My blocks for the quilt will be made up of things pertaining to life in the U.S. There will be a block of famous heroes and heroines. We will make another list of those heroes and heroines who never get any particular notice, see their names in the headlines, or carry home any interesting trophies. One block will be American foods, just brief descriptions or mentions. Another block will be covered with names of places, some of which you will know, some you may not. Remember to add your own favorites! And another could be musicians and their compositions. You get the idea. Thing about it is, I’m not going to do significant research. Everything will be “sewn” in place quickly like notes in a journal, higgledy piggledy, if you know what I mean. This is a crazy quilt, after all!
My American heroes include George Washington, John Adams, Lewis and Clark, Abraham Lincoln, Eli Whitney, George Washington Carver, Henry W. Grady, Rosa Parks, James Habersham, Billy Graham, Susan B. Anthony, General/President Eisenhower, Wright Brothers, Louisa May Alcott, John Philip Sousa, and Margaret Mitchell.
You’ll notice statesmen, generals, innovators, authors, musicians, and others. All these are famous people, part of the very fabric of our dear country along with many, many others.
Then here’s my list for the block on non-famous people. (I’m not doing a block on infamous people, though Al Capone comes to mind.) I’m thinking of First Responders, men and women in blue, veterans (especially brothers, brother-in-law, nephews and uncles), grocery store clerks, children who have worn masks to school all year, teachers who pour themselves into their students, every honest upstanding citizen doing their job, the pioneers in their soddies, all settlers trying to build a life in strange and scary places, railroad builders, ever vigilant airline employees, sellers at fruit stands, farmers who watch the skies anxiously but never give up, keepers of the home fires everywhere, those who lovingly tuck their chidren in at night and urge them awake the next morning. Could I add here particularly my “fairy godmother” who helped me through college, the lady who picked me up every Wednesday night to take me to choir practice in her business’s hearse, and my artist friend who would not let me give up on my dream to write a book?
American foods–hot apple pie (of course!), Chicago pizza, hamburgers slurpy with lettuce and tomato, Coney Island hot dogs, Louisiana gumbo, Alabama barbecue, Maine lobster at one of their quaint lobster pound shacks, fresh Alaskan salmon bake, baby back ribs at a small restaurant tucked on the back street of a little town, church “dinner on the grounds,” turkey leg so big it could walk off with the boy gnawing it at the country fair, big succulent shrimp straight from the Gulf, fried okra, black eyed peas, and cornbread–to name a few!

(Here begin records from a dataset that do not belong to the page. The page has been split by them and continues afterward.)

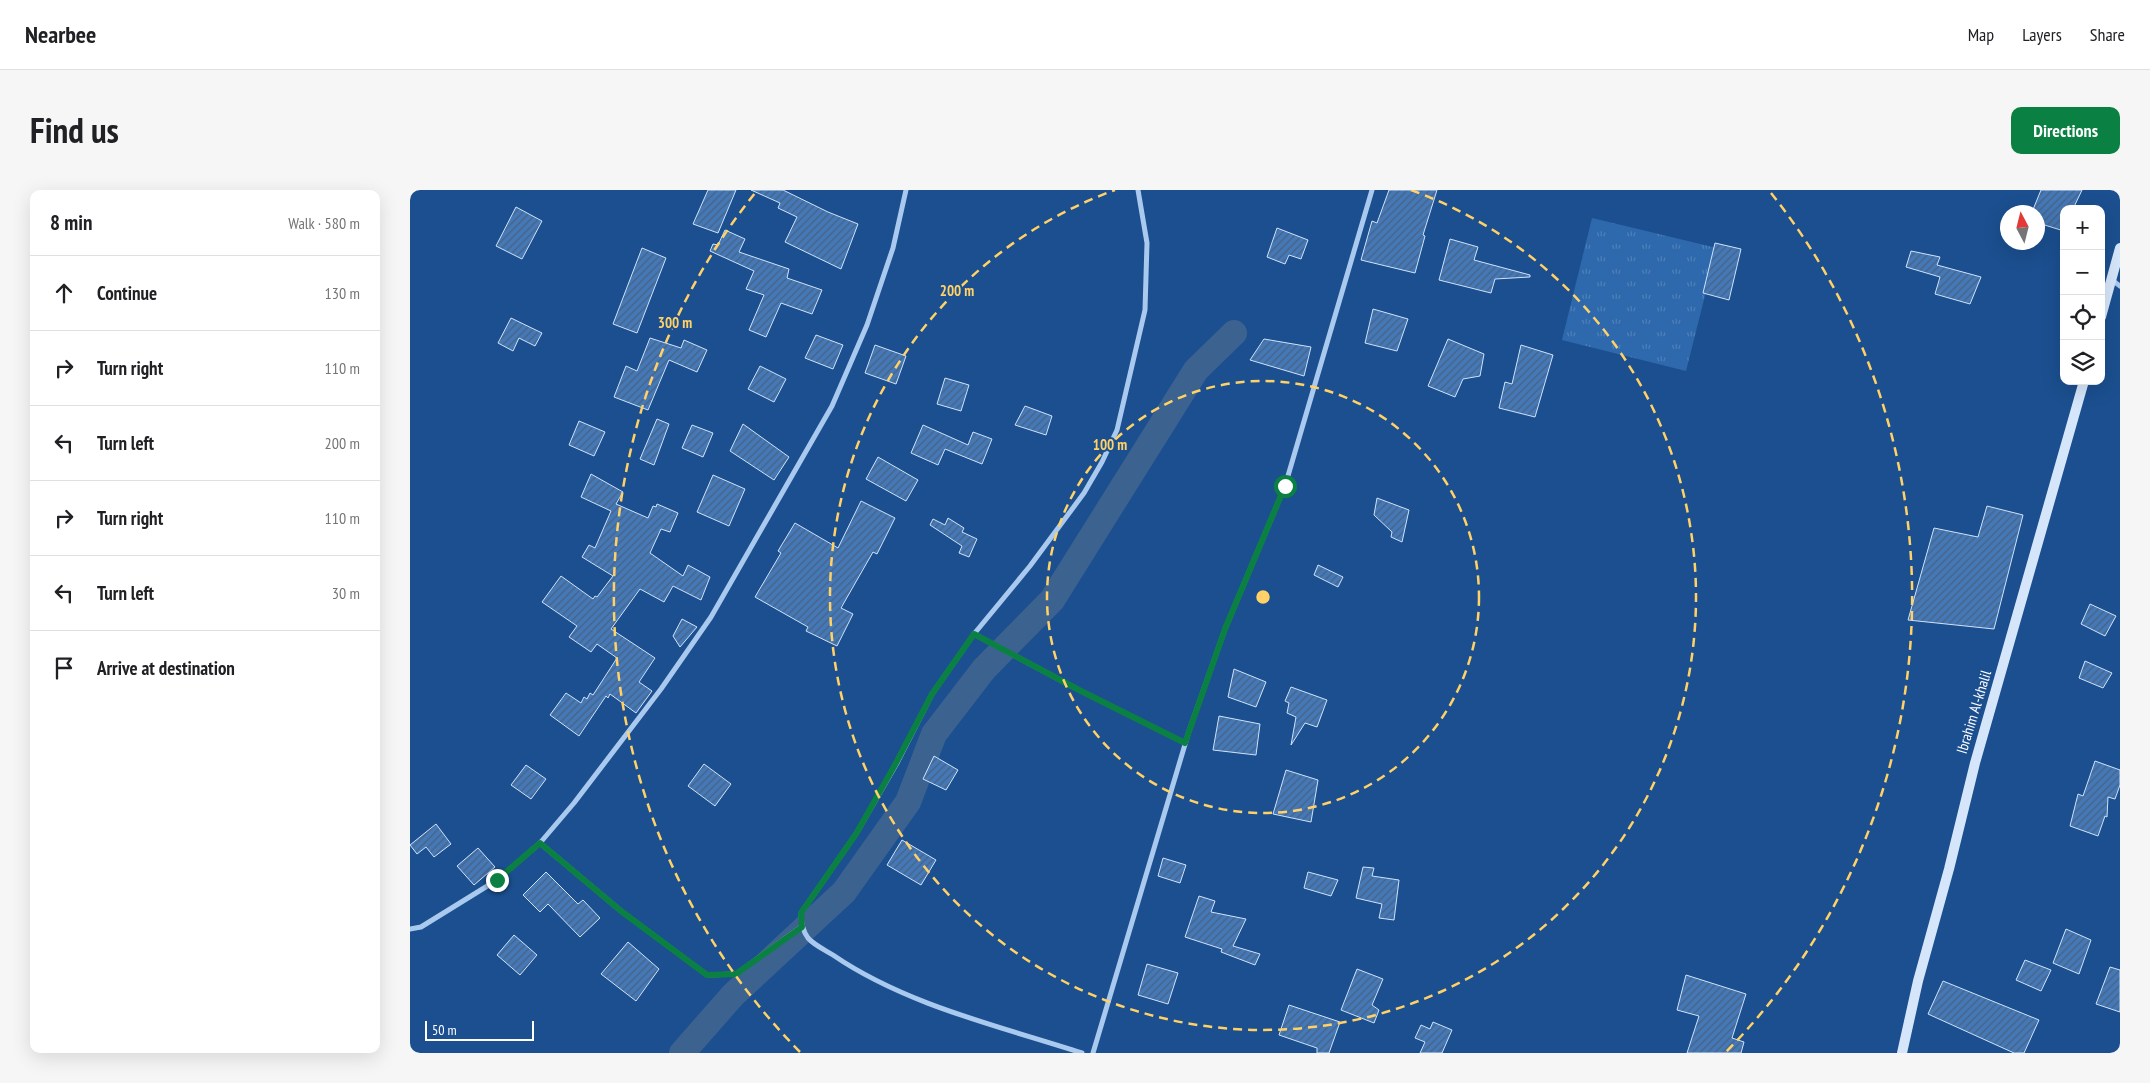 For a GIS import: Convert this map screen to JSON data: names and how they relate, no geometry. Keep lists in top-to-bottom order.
{
  "streets": {
    "street": ["Ibrahim Al-khalil"]
  },
  "scale_bar": "50 m",
  "north": "top",
  "page": {
    "header": "Nearbee",
    "nav": ["Map", "Layers", "Share"],
    "title": "Find us",
    "buttons": "Directions",
    "heading": ["8 min", "Walk · 580 m"],
    "map_buttons": ["+", "−"],
    "list": [
      ["Continue", "130 m"],
      ["Turn right", "110 m"],
      ["Turn left", "200 m"],
      ["Turn right", "110 m"],
      ["Turn left", "30 m"],
      "Arrive at destination"
    ],
    "scale": "50 m"
  },
  "rings": ["200 m", "300 m", "100 m"]
} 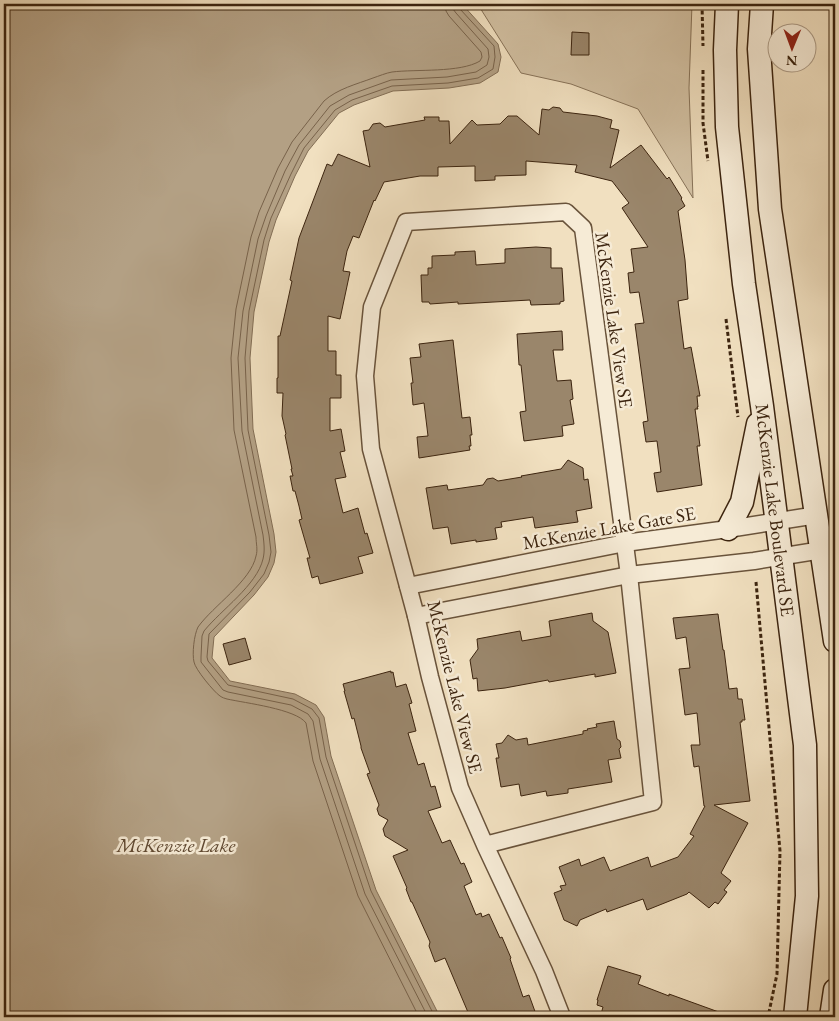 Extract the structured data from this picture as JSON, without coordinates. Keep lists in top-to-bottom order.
{
  "streets": {
    "main road": ["McKenzie Lake Boulevard SE"],
    "street": ["McKenzie Lake View SE", "McKenzie Lake Gate SE"]
  },
  "crossings": [
    ["McKenzie Lake View SE", "McKenzie Lake Gate SE"],
    ["McKenzie Lake Boulevard SE", "McKenzie Lake Gate SE"]
  ],
  "water": ["McKenzie Lake"],
  "north": "bottom"
}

Don’t you love to collect names of towns, rivers, roads, if not on paper, at least in your head? Well, these days, if it’s not written down I may not remember it, and if it is written down I’m certainly not going to know where. But, like popcorn popping, here come a few. Old Egg Road (I’ve always wondered whether the road is old or the egg is old since I’ve never seen a New Egg Road), there’s Stove Creek, Little Tired Creek, Hard Labor Camp Ground (who wants to go there?), Triumph, a very nice tiny Louisiana town on the Mississippi River. Speaking of rivers, the Colorado and Columbia come to mind and closer by the Coosa, the Cahaba and, known to all Georgians, the Chattahoochee made famous by Sidney Lanier. I’m thinking of Three Rivers Park on the Florida Panhandle, Coon Bottom, and a town just over the Tennessee line, I think, from Georgia named Cherry Log. I went with a friend at Young Harris for a weekend at her home there. Some places bring up an image just by their name: Murder Creek, Black Snake Road, Moose Jaw, or maybe Six Mile or Climax. Then there are cozy sounding places like Good Hope, Homewood, and Apple Pie Ridge.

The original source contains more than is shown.